Difficile de trouver une preuve plus limpide de l'implication directe de Joe Biden dans les affaires de son fils.

À vrai dire, rien de tout cela n'est vraiment surprenant. Comment Hunter, accro au crack passé sans succès par six cures de désintoxication, sans expérience dans les métiers qu'il a occupé, aurait-il pu prétendre à des jobs aussi bien payés sans rien produire, si ces postes n'avaient été décrochés grâce à l'influence de son vice-président de père?

Joe Biden était très au courant des postes occupés par son fils, quand il ne les avait pas négociés lui-même. Il était donc normal, de son point de vue, qu'il se serve au passage. Charité bien ordonnée commence par soi-même.

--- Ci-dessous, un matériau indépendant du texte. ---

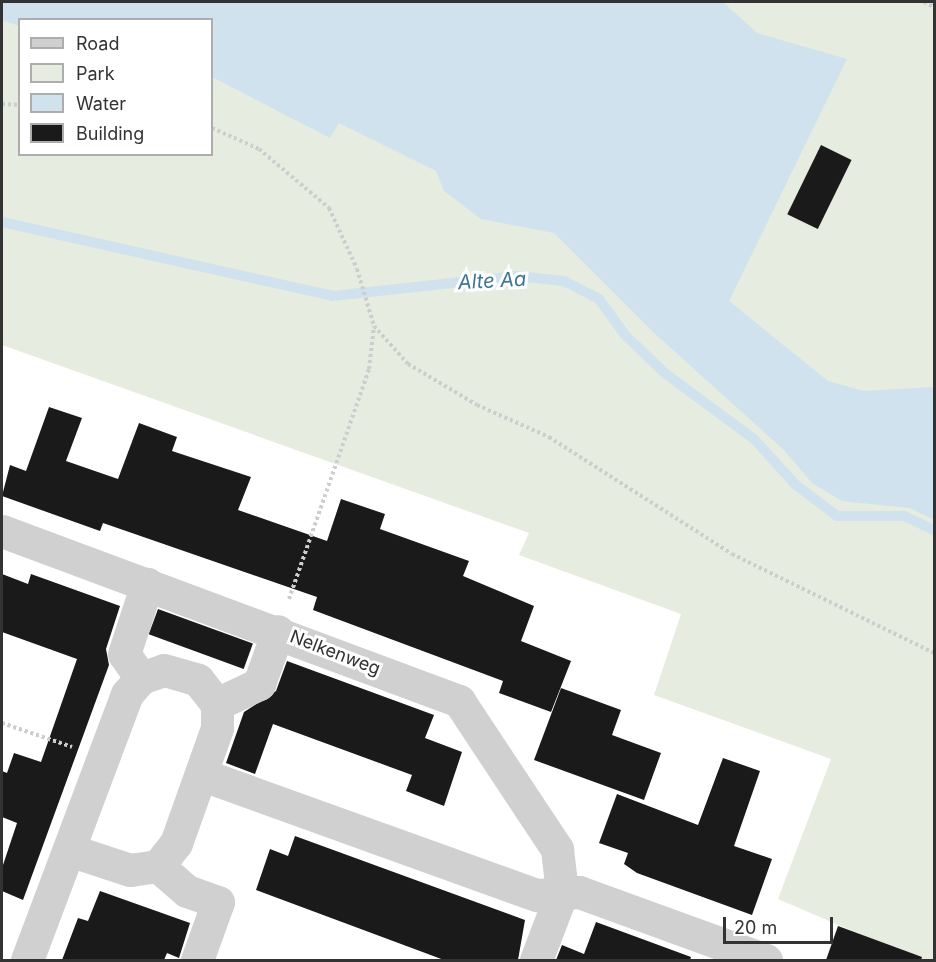 <!DOCTYPE html>
<style>
body{margin:0}
#map{position:relative;width:936px;height:962px;overflow:hidden;background:#fff;font-family:Inter,sans-serif}
div>[style]{position:absolute}
.green>*{inset:0;background:#e6ecdf}
.water>*{inset:0;background:#cfe2ee}
.stream>*{height:10px;margin:-5px;padding:0 5px;transform-origin:5px;border-radius:5px;background:#cfe2ee}
.building>*{inset:0;background:#1a1a1a;transform-origin:0 0}
.path>*{height:4px;margin-top:-2px;transform-origin:0;background:repeating-linear-gradient(90deg,#cdcdcd 0 3px,transparent 0 6px)}
.street>*{height:33px;margin:-16.5px;padding:0 16.5px;transform-origin:16.5px;border-radius:16.5px;background:#d0d0d0}
span{translate:-50% -50%;white-space:nowrap;text-align:center;line-height:1.15;-webkit-text-stroke:6px #fff;paint-order:stroke}
.street-label{font-size:18px;color:#333}
.water-label{font-size:20px;color:#3f7597;font-style:italic}
.frame{position:absolute;inset:0;border:3px solid #333;pointer-events:none}
.legend{position:absolute;left:18px;top:18px;width:195px;height:138px;box-sizing:border-box;background:#fff;border:2px solid #adadad;margin:0;padding:8px 10px;list-style:none;font-size:18px;color:#333}
.legend li{display:flex;align-items:center;gap:12px;height:30px}
.legend b{width:30px;border:2px solid #adadad}
.scale{position:absolute;left:723px;top:917px;width:110px;height:27px;box-sizing:border-box;border:3px solid #333;border-top:0;padding-left:8px;font-size:18px;line-height:21px;white-space:nowrap;color:#333;-webkit-text-stroke:4px #fff;paint-order:stroke}
</style>
<div id="map">
<div class="green">
<i style="clip-path:polygon(evenodd,2px 2px,934px 2px,934px 960px,880px 960px,885px 945px,778px 899px,831px 759px,654px 695px,681px 614px,519px 555px,529px 533px,2px 345px,2px 2px,20px 20px,212px 20px,212px 154px,20px 154px,20px 20px)"></i>
</div>
<div class="water">
<i style="clip-path:polygon(2px 2px,723px 2px,757px 33px,847px 59px,729px 301px,828px 381px,864px 391px,934px 387px,934px 520px,910px 508px,842px 501px,812px 483px,784px 450px,653px 332px,554px 233px,481px 219px,444px 191px,436px 171px,339px 123px,330px 138px,212px 77px,212px 20px,20px 20px,19px 26px,2px 20px)"></i>
</div>
<div class="stream">
<i style="left:2px;top:222px;width:338px;rotate:12.6deg"></i>
<i style="left:332px;top:296px;width:186px;rotate:-6.2deg"></i>
<i style="left:517px;top:276px;width:47px;rotate:6.1deg"></i>
<i style="left:564px;top:281px;width:39px;rotate:27deg"></i>
<i style="left:599px;top:299px;width:44px;rotate:54.2deg"></i>
<i style="left:625px;top:335px;width:57px;rotate:43.6deg"></i>
<i style="left:666px;top:374px;width:109px;rotate:36.5deg"></i>
<i style="left:754px;top:439px;width:62px;rotate:47.6deg"></i>
<i style="left:796px;top:485px;width:51px;rotate:37.1deg"></i>
<i style="left:837px;top:516px;width:67px"></i>
<i style="left:904px;top:516px;width:33px;rotate:25deg"></i>
</div>
<div class="building">
<i style="left:821px;top:145px;width:34px;height:77px;rotate:26deg"></i>
<i style="clip-path:polygon(49px 407px,82px 418px,66px 461px,118px 479px,139px 423px,177px 437px,172px 451px,251px 477px,238px 510px,327px 541px,341px 499px,385px 514px,380px 529px,469px 561px,463px 576px,534px 606px,521px 641px,571px 661px,551px 712px,499px 693px,503px 681px,313px 610px,317px 597px,103px 523px,100px 531px,2px 496px,10px 465px,26px 471px)"></i>
<i style="clip-path:polygon(2px 574px,28px 584px,31px 574px,120px 606px,106px 649px,109px 665px,23px 900px,2px 891px,2px 868px,17px 823px,2px 817px,2px 771px,7px 773px,14px 753px,41px 762px,77px 659px,2px 632px)"></i>
<i style="left:158px;top:609px;width:101px;height:27px;rotate:20deg"></i>
<i style="clip-path:polygon(287px 661px,434px 715px,425px 738px,462px 752px,444px 806px,406px 791px,412px 775px,273px 724px,255px 774px,226px 763px,244px 712px,276px 691px)"></i>
<i style="clip-path:polygon(561px 688px,621px 710px,612px 735px,661px 753px,644px 800px,534px 760px)"></i>
<i style="clip-path:polygon(723px 758px,760px 771px,734px 846px,772px 859px,752px 915px,637px 873px,624px 864px,628px 853px,599px 843px,617px 794px,698px 825px)"></i>
<i style="clip-path:polygon(295px 836px,525px 920px,518px 960px,444px 960px,256px 890px,270px 849px,288px 856px)"></i>
<i style="clip-path:polygon(100px 891px,190px 923px,179px 958px,167px 953px,164px 960px,62px 960px,78px 918px,88px 921px)"></i>
<i style="clip-path:polygon(596px 922px,691px 957px,690px 960px,556px 960px,562px 945px,584px 954px)"></i>
<i style="clip-path:polygon(838px 926px,922px 957px,921px 960px,826px 960px)"></i>
</div>
<div class="path">
<i style="left:924px;top:2px;width:11px;rotate:27deg"></i>
<i style="left:2px;top:104px;width:18px;rotate:3deg"></i>
<i style="left:212px;top:128px;width:51px;rotate:24.1deg"></i>
<i style="left:259px;top:149px;width:92px;rotate:40.1deg"></i>
<i style="left:329px;top:208px;width:67px;rotate:65.3deg"></i>
<i style="left:357px;top:269px;width:59px;rotate:73.4deg"></i>
<i style="left:374px;top:326px;width:51px;rotate:48.2deg"></i>
<i style="left:408px;top:364px;width:80px;rotate:30.7deg"></i>
<i style="left:477px;top:405px;width:79px;rotate:24deg"></i>
<i style="left:549px;top:437px;width:217px;rotate:32.6deg"></i>
<i style="left:732px;top:554px;width:225px;rotate:26.1deg"></i>
<i style="left:289px;top:599px;width:244px;rotate:-70.8deg"></i>
<i style="left:369px;top:369px;width:43px;rotate:-83.4deg"></i>
<i style="left:2px;top:723px;width:74px;rotate:18.9deg"></i>
</div>
<div class="street">
<i style="left:2px;top:531px;width:488px;rotate:20.4deg"></i>
<i style="left:459px;top:701px;width:178px;rotate:56.5deg"></i>
<i style="left:557px;top:849px;width:43px;rotate:83.4deg"></i>
<i style="left:562px;top:892px;width:73px;rotate:110.9deg"></i>
<i style="left:141px;top:678px;width:29px;rotate:-125deg"></i>
<i style="left:124px;top:654px;width:74px;rotate:-71.8deg"></i>
<i style="left:217px;top:704px;width:47px;rotate:-25.5deg"></i>
<i style="left:259px;top:684px;width:56px;rotate:-70.3deg"></i>
<i style="left:203px;top:775px;width:355px;rotate:19.8deg"></i>
<i style="left:537px;top:895px;width:42px;rotate:-4.1deg"></i>
<i style="left:579px;top:892px;width:199px;rotate:20deg"></i>
<i style="left:158px;top:866px;width:38px;rotate:41deg"></i>
<i style="left:187px;top:891px;width:33px;rotate:20deg"></i>
<i style="left:218px;top:902px;width:62px;rotate:109.9deg"></i>
<i style="left:27px;top:960px;width:284px;rotate:-69.4deg"></i>
<i style="left:127px;top:694px;width:21px;rotate:-49deg"></i>
<i style="left:141px;top:678px;width:24px;rotate:-19deg"></i>
<i style="left:164px;top:670px;width:35px;rotate:16deg"></i>
<i style="left:198px;top:680px;width:31px;rotate:52deg"></i>
<i style="left:217px;top:704px;width:24px;rotate:90deg"></i>
<i style="left:217px;top:728px;width:122px;rotate:109.6deg"></i>
<i style="left:176px;top:843px;width:29px;rotate:128deg"></i>
<i style="left:158px;top:866px;width:28px;rotate:172deg"></i>
<i style="left:130px;top:870px;width:64px;rotate:-161.8deg"></i>
</div>
<div class="street-label">
<span style="left:335px;top:653px;rotate:21deg">Nelkenweg</span>
</div>
<div class="water-label">
<span style="left:492px;top:281px;rotate:-3deg">Alte Aa</span>
</div>
<div class="frame"></div>
<ul class="legend">
<li><b style="height:8px;background:#d0d0d0"></b>Road</li>
<li><b style="height:16px;background:#e6ecdf"></b>Park</li>
<li><b style="height:16px;background:#cfe2ee"></b>Water</li>
<li><b style="height:16px;background:#1a1a1a"></b>Building</li>
</ul>
<div class="scale">20 m</div>
</div>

Sur le simple volet chinois de la corruption des Biden, un article extrêmement détaillé (incluant les réseaux d'influence) est disponible sur le site de ZeroHedge.

Politicien à vendre

L'Ukraine et la Chine ne sont que des éléments récents de la corruption de la famille Biden. On peut aller plus loin et affirmer que la carrière entière de Joe Biden a été entièrement façonnée par la corruption. Un article vieux d'un an du journal The Intercept, donc antérieur à toute la polémique actuelle sur l'ordinateur du fiston, permet de savoir ce qu'il en est.

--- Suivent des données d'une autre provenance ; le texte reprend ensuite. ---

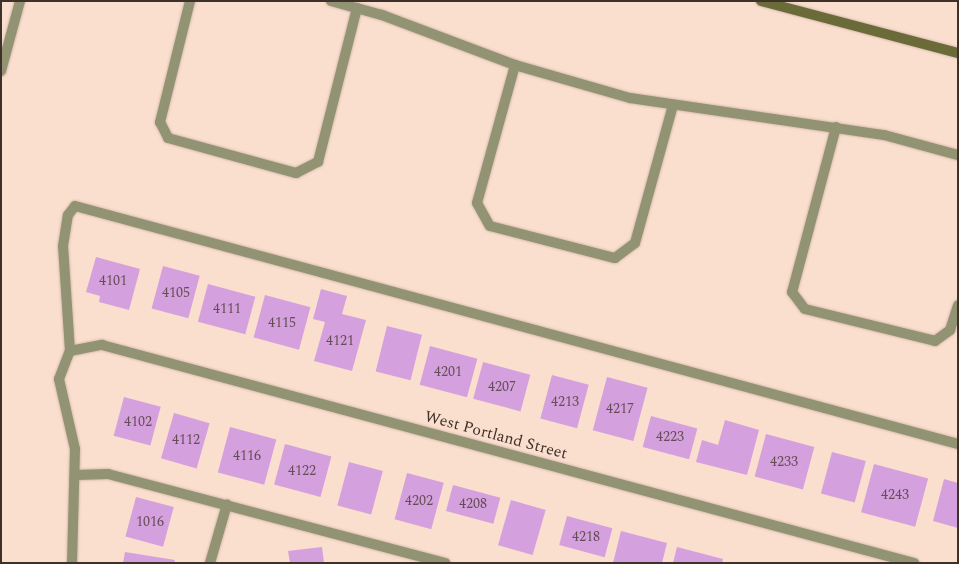 <!DOCTYPE html>
<html>
<head>
<meta charset="utf-8">
<style>
  body { margin:0 }
  #map { position:relative; width:959px; height:564px; overflow:hidden; background:#fadece; font-family:Spectral,serif }
  div>[style] { position:absolute }
  .building>* { inset:0; background:#d5a0de; transform-origin:0 0 }
  .roads { filter:drop-shadow(0 0 1px #d4bbad) drop-shadow(0 0 1px #d4bbad) }
  .lane>* { height:10px; margin:-5px; padding:0 5px; transform-origin:5px; border-radius:5px; background:#929372 }
  .street>* { height:10px; margin:-5px; padding:0 5px; transform-origin:5px; border-radius:5px; background:#929372 }
  .secondary>* { height:10px; margin:-5px; padding:0 5px; transform-origin:5px; border-radius:5px; background:#6b6b3a }
  span { translate:-50% -50%; white-space:nowrap; text-align:center; line-height:1.15; -webkit-text-stroke:5px #fadece; paint-order:stroke }
  .number-label { font-size:14px; color:#644d56 }
  .number-label span { -webkit-text-stroke-width:0 }
  .street-label { font-size:16px; color:#3e3129 }
  .frame { position:absolute; inset:0; border:2px solid #3e3129; pointer-events:none }
</style>
</head>
<body>
<div id="map">
  <div class="building">
    <i style="clip-path:polygon(96px 257px,140px 269px,129px 310px,99px 302px,100px 296px,86px 292px)"></i>
    <i style="left:163px;top:266px;width:38px;height:44px;rotate:15deg"></i>
    <i style="left:208px;top:284px;width:49px;height:39px;rotate:15deg"></i>
    <i style="clip-path:polygon(321px 289px,347px 296px,342px 314px,366px 320px,352px 371px,314px 361px,325px 322px,313px 319px)"></i>
    <i style="left:265px;top:295px;width:47px;height:44px;rotate:15deg"></i>
    <i style="left:387px;top:326px;width:36px;height:47px;rotate:14deg"></i>
    <i style="left:430px;top:346px;width:49px;height:40px;rotate:15deg"></i>
    <i style="left:483px;top:362px;width:49px;height:38px;rotate:15deg"></i>
    <i style="left:552px;top:375px;width:38px;height:45px;rotate:15deg"></i>
    <i style="left:607px;top:377px;width:42px;height:55px;rotate:15deg"></i>
    <i style="left:124px;top:397px;width:38px;height:40px;rotate:15deg"></i>
    <i style="left:174px;top:413px;width:37px;height:47px;rotate:16deg"></i>
    <i style="left:651px;top:416px;width:48px;height:32px;rotate:15deg"></i>
    <i style="clip-path:polygon(725px 420px,759px 430px,747px 475px,696px 462px,702px 440px,718px 445px)"></i>
    <i style="left:230px;top:427px;width:48px;height:47px;rotate:15deg"></i>
    <i style="left:766px;top:434px;width:50px;height:44px;rotate:15deg"></i>
    <i style="left:285px;top:444px;width:48px;height:42px;rotate:15deg"></i>
    <i style="left:832px;top:452px;width:35px;height:43px;rotate:15deg"></i>
    <i style="left:349px;top:462px;width:35px;height:45px;rotate:15deg"></i>
    <i style="left:874px;top:464px;width:56px;height:50px;rotate:15deg"></i>
    <i style="left:407px;top:473px;width:38px;height:48px;rotate:15deg"></i>
    <i style="clip-path:polygon(944px 479px,958px 483px,958px 528px,933px 521px)"></i>
    <i style="left:453px;top:485px;width:49px;height:27px;rotate:15deg"></i>
    <i style="left:136px;top:497px;width:39px;height:41px;rotate:15deg"></i>
    <i style="left:511px;top:500px;width:36px;height:47px;rotate:16deg"></i>
    <i style="left:567px;top:516px;width:47px;height:30px;rotate:15deg"></i>
    <i style="clip-path:polygon(621px 531px,667px 543px,662px 563px,613px 563px)"></i>
    <i style="clip-path:polygon(322px 547px,324px 563px,290px 563px,288px 551px)"></i>
    <i style="clip-path:polygon(677px 547px,723px 559px,722px 563px,673px 563px)"></i>
    <i style="clip-path:polygon(125px 552px,175px 560px,174px 563px,123px 563px)"></i>
  </div>
  <div class="roads">
    <div class="lane">
      <i style="left:190px;top:1px;width:125px;rotate:103.9deg"></i>
      <i style="left:160px;top:122px;width:18px;rotate:63deg"></i>
      <i style="left:168px;top:138px;width:133px;rotate:15.3deg"></i>
      <i style="left:296px;top:173px;width:25px;rotate:-27deg"></i>
      <i style="left:318px;top:162px;width:159px;rotate:-75.8deg"></i>
      <i style="left:331px;top:1px;width:53px;rotate:15.4deg"></i>
      <i style="left:382px;top:15px;width:142px;rotate:20.6deg"></i>
      <i style="left:515px;top:65px;width:120px;rotate:16deg"></i>
      <i style="left:630px;top:98px;width:257px;rotate:8.3deg"></i>
      <i style="left:884px;top:135px;width:77px;rotate:15.1deg"></i>
      <i style="left:515px;top:65px;width:143px;rotate:105.4deg"></i>
      <i style="left:477px;top:203px;width:26px;rotate:61deg"></i>
      <i style="left:490px;top:226px;width:129px;rotate:14.4deg"></i>
      <i style="left:615px;top:258px;width:25px;rotate:-37deg"></i>
      <i style="left:635px;top:243px;width:143px;rotate:-74.6deg"></i>
      <i style="left:1px;top:71px;width:73px;rotate:-74.8deg"></i>
      <i style="left:836px;top:127px;width:171px;rotate:104.9deg"></i>
      <i style="left:792px;top:292px;width:21px;rotate:53deg"></i>
      <i style="left:805px;top:309px;width:134px;rotate:13.8deg"></i>
      <i style="left:935px;top:341px;width:19px;rotate:-36deg"></i>
      <i style="left:950px;top:330px;width:26px;rotate:-72deg"></i>
      <i style="left:70px;top:351px;width:105px;rotate:-93.8deg"></i>
      <i style="left:63px;top:246px;width:31px;rotate:-81deg"></i>
      <i style="left:68px;top:215px;width:11px;rotate:-52deg"></i>
      <i style="left:75px;top:206px;width:915px;rotate:15.08deg"></i>
      <i style="left:76px;top:475px;width:32px;rotate:-2deg"></i>
      <i style="left:108px;top:474px;width:349px;rotate:14.8deg"></i>
      <i style="left:210px;top:563px;width:61px;rotate:-73.9deg"></i>
    </div>
    <div class="street">
      <i style="left:72px;top:563px;width:114px;rotate:-88.5deg"></i>
      <i style="left:75px;top:449px;width:72px;rotate:-102.9deg"></i>
      <i style="left:59px;top:379px;width:30px;rotate:-69deg"></i>
      <i style="left:70px;top:351px;width:33px;rotate:-11deg"></i>
      <i style="left:102px;top:345px;width:841px;rotate:15.03deg"></i>
    </div>
    <div class="secondary">
      <i style="left:761px;top:1px;width:204px;rotate:14.8deg"></i>
    </div>
  </div>
  <div class="number-label">
    <span style="left:113px;top:281px">4101</span>
    <span style="left:176px;top:293px">4105</span>
    <span style="left:227px;top:309px">4111</span>
    <span style="left:282px;top:323px">4115</span>
    <span style="left:340px;top:341px">4121</span>
    <span style="left:448px;top:372px">4201</span>
    <span style="left:502px;top:387px">4207</span>
    <span style="left:565px;top:402px">4213</span>
    <span style="left:620px;top:409px">4217</span>
    <span style="left:138px;top:422px">4102</span>
    <span style="left:670px;top:437px">4223</span>
    <span style="left:186px;top:440px">4112</span>
    <span style="left:247px;top:456px">4116</span>
    <span style="left:784px;top:462px">4233</span>
    <span style="left:302px;top:471px">4122</span>
    <span style="left:895px;top:495px">4243</span>
    <span style="left:419px;top:501px">4202</span>
    <span style="left:473px;top:504px">4208</span>
    <span style="left:150px;top:522px">1016</span>
    <span style="left:586px;top:537px">4218</span>
  </div>
  <div class="street-label">
    <span style="left:496px;top:435px;rotate:15deg">West Portland Street</span>
  </div>
  <div class="frame"></div>
</div>
</body>
</html>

La famille de Joe Biden tire profit de sa carrière depuis des décennies. Les Démocrates doivent l'admettre

[Le problème pour les Démocrates reprochant à Trump un éventuel marchandage en Ukraine] est qu'un examen de la carrière de Hunter Biden montre clairement que lui et le frère de Joe Biden, James, ont capitalisé sur leur nom de famille pendant des décennies, tirant parti de l'implication - et parfois de l'argument explicite - que donner de l'argent à un membre de la famille de Joe Biden permettait de gagner la faveur de Joe Biden. (...)

En s'appuyant sur le nom et le pouvoir de son père pour faire avancer sa carrière, Hunter Biden suivit les traces de James Biden, le jeune frère de Joe. Tout commença modestement. En 1973, un an après que Joe Biden fut élu au Sénat à 29 ans, James Biden ouvrit la discothèque Seasons Change avec ce que Politico, faisant référence à des reportages locaux contemporains dans le Delaware, qualifia de "prêts bancaires exceptionnellement généreux". Lorsque James eut des problèmes, Joe, en tant que sénateur, se plaignit plus tard que la banque n'aurait pas dû prêter l'argent à James. "Ce que j'aimerais savoir", déclara Biden au News Journal en 1977, "c'est comment le responsable des prêts a laissé les choses aller aussi loin." Le journal enquêta, et des sources à la banque déclarèrent que le prêt avait été accordé parce que James était le frère de Joe.

James, dans les années 90, fonda Lion Hall Group, qui fit du lobbying pour les avocats du Mississippi impliqués dans des litiges sur le tabac. Selon le livre de Curtis Wilkie The Fall of the house of Zeus, les avocats du procès voulaient l’aide de James Biden pour pousser Joe Biden sur la législation sur le tabac.

Cette même décennie, en 1996, Hunter Biden entra dans la partie. Fraîchement sorti de la faculté de droit (...) il choisit de travailler pour MBNA, alors un émetteur dominant sur le marché des cartes de crédit, tout en officiant également comme directeur de campagne adjoint de Biden. MBNA était l'une des sociétés les plus puissantes du Delaware, un État qui ne manquait pas de grandes entreprises grâce à son approche fiscale et réglementaire laxiste, et a depuis été absorbée par Bank of America. Dans les années 90 Joe Biden était connu à moitié en plaisantant comme le sénateur de MBNA, même s'il ne goûtait pas à la plaisanterie. "Je ne suis pas le sénateur de MBNA", déclara-t-il en 1999.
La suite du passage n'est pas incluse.